▸ **ACTION ITEM**
Every line in the data below that includes "circle" belongs in the answer, copied as it stands.

▸ **TASK INPUTS**
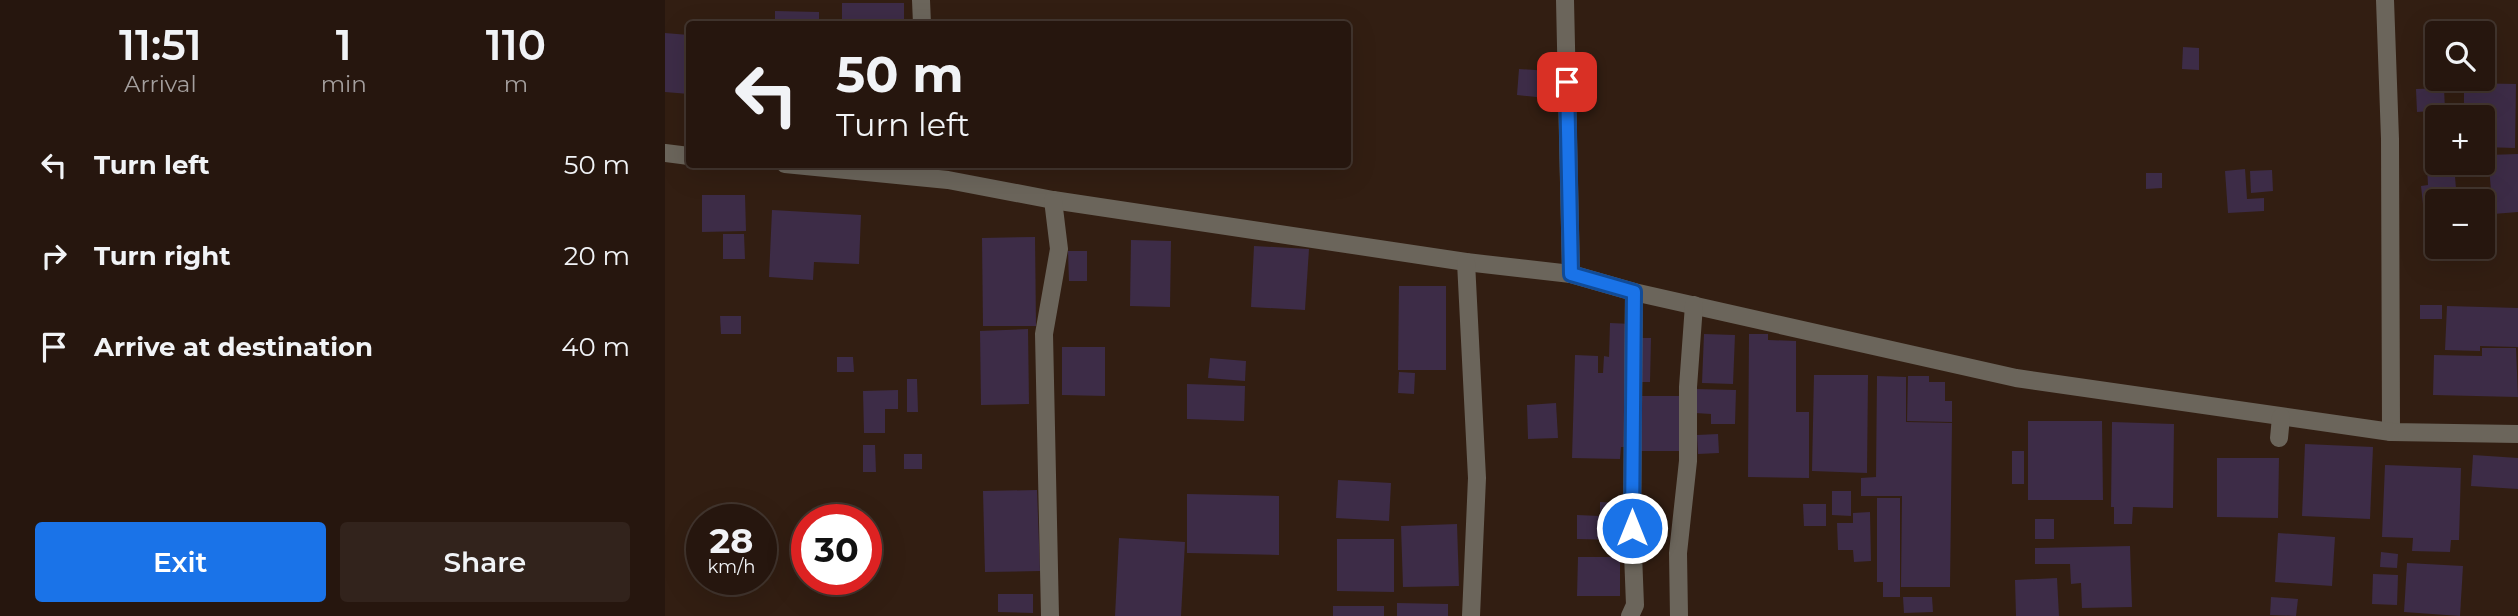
<!DOCTYPE html>
<meta charset="utf-8">
<style>
:root{--surface:#26160e;--page:#32231c;--text:#f1f3f6;--muted:#a49f9e;--line:#42352e;--accent:#1a73e8}
body{margin:0;font-family:Montserrat,sans-serif;background:var(--page);color:var(--text);height:100vh;display:flex;flex-direction:column;font-size:26px;white-space:nowrap}
*{box-sizing:border-box;margin:0}
p{font-size:23px;color:var(--muted)}
.icon{flex:none;width:38px;height:38px;fill:none;stroke:currentColor;stroke-width:2;stroke-linecap:round;stroke-linejoin:round}
.map{position:relative;flex:1;overflow:hidden}
.side{display:flex;flex-direction:column;background:var(--surface);width:665px}
.side>*{flex:none}
.hud{position:absolute;left:21px;top:21px;width:665px;height:147px;border-radius:7px;box-shadow:0 7px 28px #0002,0 0 0 2px var(--line);background:#26160e;color:var(--text);overflow:hidden}
.fabs{position:absolute;left:1760px;top:21px;display:grid;gap:14px}
.fabs a{display:grid;place-items:center;width:70px;height:70px;border-radius:7px;background:var(--surface);box-shadow:0 7px 28px #0002,0 0 0 2px var(--line);font-size:35px}
.speed{position:absolute;left:21px;top:504px;display:flex;gap:14px;font-size:35px;font-weight:700;text-align:center}
.speed>*{display:grid;place-content:center;width:91px;height:91px;border-radius:50%;background:var(--surface);box-shadow:0 7px 28px #0002,0 0 0 2px var(--line);line-height:1}
.speed small{font-size:18px;font-weight:400}
.speed .limit{border:10px solid #d22;background:#fff;color:#111}
.pin{position:absolute;display:grid;place-items:center;width:60px;height:60px;color:#fff;margin:-30px;border-radius:14px;box-shadow:0 4px 10px #0006}
.me{position:absolute;width:77px;margin:-38px;rotate:0deg;stroke-linejoin:round;filter:drop-shadow(0 0 5px #0008)}
.turn{display:flex;align-items:center;gap:24px;height:147px;padding:0 35px;font-size:32px}
.turn .icon{width:91px;height:91px;stroke-width:2.5}
.turn b{display:block;font-size:49px;line-height:60px}
.eta{display:flex;justify-content:space-evenly;align-items:center;height:119px;text-align:center}
.eta b{font-size:42px;font-weight:600;line-height:49px}
.cta{display:flex;gap:14px;margin-top:auto;padding:14px 35px}
.cta a{flex:1;height:80px;border-radius:7px;background:var(--accent);color:#fff;font-size:28px;font-weight:600;line-height:80px;text-align:center}
.cta a+a{background:var(--page);color:var(--text)}
ul{padding:0;list-style:none}
li{display:flex;align-items:center;gap:21px;height:91px;padding:0 35px}
li div{flex:1}
li b{display:block;font-size:26px}
li em{font-style:normal}
main{display:flex;flex:1;min-height:0}
.map>svg:first-child{display:block}
.building{fill:#3d2c47}
.lines{fill:none;stroke-linecap:round;stroke-linejoin:round}
.minor{stroke:#6b655b;stroke-width:18}
.route-casing{stroke:#114b97;stroke-width:18}
.route{stroke:#1a73e8;stroke-width:12}
</style>
<main>
<section class="side">
<div class="eta">
<div><b>11:51</b><p>Arrival</p></div>
<div><b>1</b><p>min</p></div>
<div><b>110</b><p>m</p></div>
</div>
<ul>
<li><svg class="icon" aria-label="left" viewBox="0 0 24 24"><path d="M17 20v-9H6M10 6l-5 5 5 5"/></svg><div><b>Turn left</b></div><em>50 m</em></li>
<li><svg class="icon" aria-label="right" viewBox="0 0 24 24"><path d="M7 20v-9h11M14 6l5 5-5 5"/></svg><div><b>Turn right</b></div><em>20 m</em></li>
<li><svg class="icon" aria-label="arrive" viewBox="0 0 24 24"><path d="M6 21V4h12l-3 4 3 4H6"/></svg><div><b>Arrive at destination</b></div><em>40 m</em></li>
</ul>
<div class="cta"><a>Exit</a><a>Share</a></div>
</section>
<div class="map">
<svg width="1853" height="616" viewBox="0 0 1853 616">
<rect width="100%" height="100%" fill="#321e12"/>
<g class="building">
<rect x="177" y="3" width="62" height="21"/>
<path d="M 110,11 L 154,12 L 154,24 L 110,24 Z"/>
<path d="M 0,33 L 24,35 L 24,94 L 0,92 Z"/>
<path d="M 1518,47 L 1534,48 L 1534,70 L 1517,69 Z"/>
<path d="M 854,69 L 885,71 L 882,98 L 852,95 Z"/>
<path d="M 1799,83 L 1851,84 L 1850,148 L 1818,147 L 1818,117 L 1799,117 Z"/>
<path d="M 1779,88 L 1780,110 L 1752,112 L 1751,89 Z"/>
<path d="M 1853,154 L 1853,212 L 1828,214 L 1823,155 Z"/>
<path d="M 1789,164 L 1792,201 L 1773,201 L 1773,212 L 1759,213 L 1756,186 L 1763,185 L 1762,167 Z"/>
<path d="M 1580,169 L 1582,199 L 1599,198 L 1599,211 L 1563,213 L 1560,171 Z"/>
<path d="M 1607,170 L 1608,191 L 1586,193 L 1585,171 Z"/>
<path d="M 1481,173 L 1497,173 L 1497,188 L 1481,189 Z"/>
<path d="M 37,195 L 80,195 L 81,231 L 37,232 Z"/>
<path d="M 107,210 L 196,215 L 194,264 L 149,262 L 148,280 L 104,277 Z"/>
<path d="M 58,234 L 79,234 L 80,259 L 58,259 Z"/>
<path d="M 370,237 L 371,326 L 318,326 L 317,238 Z"/>
<path d="M 466,240 L 506,241 L 505,307 L 465,306 Z"/>
<path d="M 589,246 L 644,249 L 640,310 L 586,307 Z"/>
<path d="M 403,251 L 422,251 L 422,281 L 404,281 Z"/>
<path d="M 734,286 L 781,286 L 781,370 L 733,370 Z"/>
<rect x="1755" y="305" width="22" height="14"/>
<path d="M 1782,306 L 1853,308 L 1853,347 L 1815,346 L 1815,351 L 1780,350 Z"/>
<path d="M 55,316 L 76,316 L 76,334 L 56,334 Z"/>
<path d="M 945,323 L 967,324 L 964,447 L 956,447 L 955,459 L 907,458 L 910,355 L 933,356 L 933,373 L 938,373 L 939,356 L 944,357 Z"/>
<path d="M 363,329 L 364,404 L 316,405 L 315,331 Z"/>
<path d="M 1039,334 L 1070,335 L 1068,384 L 1037,383 Z"/>
<path d="M 1084,334 L 1103,334 L 1103,340 L 1131,341 L 1131,412 L 1144,412 L 1144,478 L 1083,477 Z"/>
<path d="M 970,338 L 986,338 L 985,382 L 969,382 Z"/>
<path d="M 397,347 L 440,347 L 440,396 L 397,395 Z"/>
<path d="M 1817,348 L 1851,348 L 1853,397 L 1768,395 L 1769,355 L 1817,356 Z"/>
<path d="M 172,357 L 188,357 L 189,372 L 172,372 Z"/>
<path d="M 545,358 L 581,361 L 580,381 L 543,378 Z"/>
<path d="M 734,372 L 750,373 L 749,394 L 733,393 Z"/>
<path d="M 1149,375 L 1203,375 L 1202,473 L 1147,471 Z"/>
<path d="M 1212,376 L 1241,377 L 1241,422 L 1287,423 L 1285,587 L 1236,587 L 1237,496 L 1196,496 L 1196,478 L 1211,477 Z"/>
<path d="M 1243,376 L 1264,376 L 1264,382 L 1280,382 L 1280,401 L 1287,401 L 1287,422 L 1242,421 Z"/>
<path d="M 242,379 L 252,379 L 253,412 L 242,412 Z"/>
<path d="M 522,384 L 580,386 L 579,421 L 522,419 Z"/>
<path d="M 1030,389 L 1071,390 L 1070,424 L 1046,424 L 1046,414 L 1030,413 Z"/>
<path d="M 233,390 L 233,409 L 220,409 L 220,433 L 199,433 L 198,391 Z"/>
<rect x="972" y="396" width="47" height="55"/>
<path d="M 891,403 L 893,438 L 863,439 L 862,405 Z"/>
<path d="M 1363,421 L 1437,421 L 1438,500 L 1363,500 Z"/>
<path d="M 1447,422 L 1509,424 L 1508,508 L 1468,507 L 1467,524 L 1449,524 L 1449,507 L 1446,507 Z"/>
<path d="M 1053,434 L 1054,453 L 1033,454 L 1032,435 Z"/>
<path d="M 1640,444 L 1708,447 L 1705,519 L 1637,516 Z"/>
<path d="M 198,445 L 210,445 L 211,472 L 198,472 Z"/>
<rect x="1347" y="451" width="12" height="33"/>
<rect x="239" y="454" width="18" height="15"/>
<path d="M 1808,455 L 1853,458 L 1853,489 L 1806,486 Z"/>
<path d="M 1552,458 L 1614,458 L 1613,518 L 1552,517 Z"/>
<path d="M 1720,465 L 1796,468 L 1794,540 L 1786,540 L 1785,552 L 1747,551 L 1748,538 L 1717,537 Z"/>
<path d="M 673,480 L 726,483 L 724,521 L 671,518 Z"/>
<path d="M 372,490 L 375,571 L 320,572 L 318,491 Z"/>
<path d="M 1167,491 L 1186,491 L 1186,516 L 1167,515 Z"/>
<path d="M 522,494 L 614,496 L 614,555 L 522,553 Z"/>
<path d="M 1212,498 L 1235,498 L 1235,597 L 1218,597 L 1218,582 L 1212,582 Z"/>
<path d="M 935,502 L 958,503 L 957,540 L 912,539 L 912,515 L 935,516 Z"/>
<path d="M 1138,504 L 1161,504 L 1161,526 L 1139,526 Z"/>
<path d="M 1205,512 L 1206,561 L 1189,562 L 1188,550 L 1173,550 L 1172,523 L 1188,523 L 1188,513 Z"/>
<rect x="1370" y="519" width="19" height="20"/>
<path d="M 792,524 L 794,586 L 738,587 L 736,526 Z"/>
<path d="M 1613,533 L 1670,537 L 1667,586 L 1610,582 Z"/>
<path d="M 454,538 L 520,542 L 516,616 L 450,616 Z"/>
<path d="M 672,539 L 729,539 L 729,592 L 672,591 Z"/>
<path d="M 1465,546 L 1467,607 L 1417,608 L 1416,583 L 1406,584 L 1405,564 L 1370,564 L 1370,548 Z"/>
<path d="M 1716,552 L 1733,554 L 1732,568 L 1715,567 Z"/>
<path d="M 913,557 L 955,557 L 955,596 L 912,596 Z"/>
<path d="M 1742,563 L 1798,566 L 1795,616 L 1739,612 Z"/>
<path d="M 1708,574 L 1733,575 L 1732,605 L 1707,604 Z"/>
<path d="M 1392,578 L 1394,616 L 1351,616 L 1350,580 Z"/>
<path d="M 333,594 L 368,594 L 368,613 L 333,612 Z"/>
<path d="M 1238,597 L 1267,597 L 1268,612 L 1239,613 Z"/>
<path d="M 1606,597 L 1633,599 L 1631,616 L 1605,615 Z"/>
<path d="M 732,603 L 783,604 L 783,616 L 732,616 Z"/>
<rect x="668" y="606" width="51" height="10"/>
</g>
<g class="lines">
<g class="minor">
<path d="M 256,0 L 257,24"/>
<path d="M 900,0 L 906,274"/>
<path d="M 1720,0 L 1725,139 L 1726,432"/>
<path d="M 0,153 L 24,156"/>
<path d="M 120,164 L 283,180 L 388,200 L 801,262 L 906,274 L 969,292 L 1351,378 L 1726,432 L 1853,434"/>
<path d="M 801,262 L 812,478 L 806,616"/>
<path d="M 1614,438 L 1616,417"/>
<path d="M 385,616 L 379,334 L 394,249 L 388,200"/>
<path d="M 965,616 L 970,605 L 967,528 L 969,292"/>
<path d="M 1014,616 L 1013,553 L 1023,461 L 1023,387 L 1029,305"/>
</g>
</g>
<g class="lines">
<defs>
<path id="route" d="M 902,82 L 906,274 L 969,292 L 967,528"/>
</defs>
<use href="#route" class="route-casing"/>
<use href="#route" class="route"/>
</g>
</svg>
<div class="fabs">
<a><svg class="icon" aria-label="search" viewBox="0 0 24 24"><circle cx="10" cy="10" r="6"/><path d="M15 15l6 6"/></svg></a>
<a>+</a>
<a>−</a>
</div>
<div class="speed"><div>28<small>km/h</small></div><div class="limit">30</div></div>
<div class="pin" style="left:902px;top:82px;background:#d93025"><svg class="icon" aria-label="arrive" viewBox="0 0 24 24"><path d="M6 21V4h12l-3 4 3 4H6"/></svg></div>
<svg class="me" style="left:967px;top:528px" viewBox="-20 -20 40 40"><circle r="17" fill="#1a73e8" stroke="#fff" stroke-width="3"/><path d="M0-11L8 9 0 5-8 9z" fill="#fff"/></svg>
<div class="hud">
<div class="turn"><svg class="icon" aria-label="left" viewBox="0 0 24 24"><path d="M17 20v-9H6M10 6l-5 5 5 5"/></svg><div><b>50 m</b>Turn left</div></div>
</div>
</div>
</main>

▸ **FINAL ANSWER**
<a><svg class="icon" aria-label="search" viewBox="0 0 24 24"><circle cx="10" cy="10" r="6"/><path d="M15 15l6 6"/></svg></a>
<svg class="me" style="left:967px;top:528px" viewBox="-20 -20 40 40"><circle r="17" fill="#1a73e8" stroke="#fff" stroke-width="3"/><path d="M0-11L8 9 0 5-8 9z" fill="#fff"/></svg>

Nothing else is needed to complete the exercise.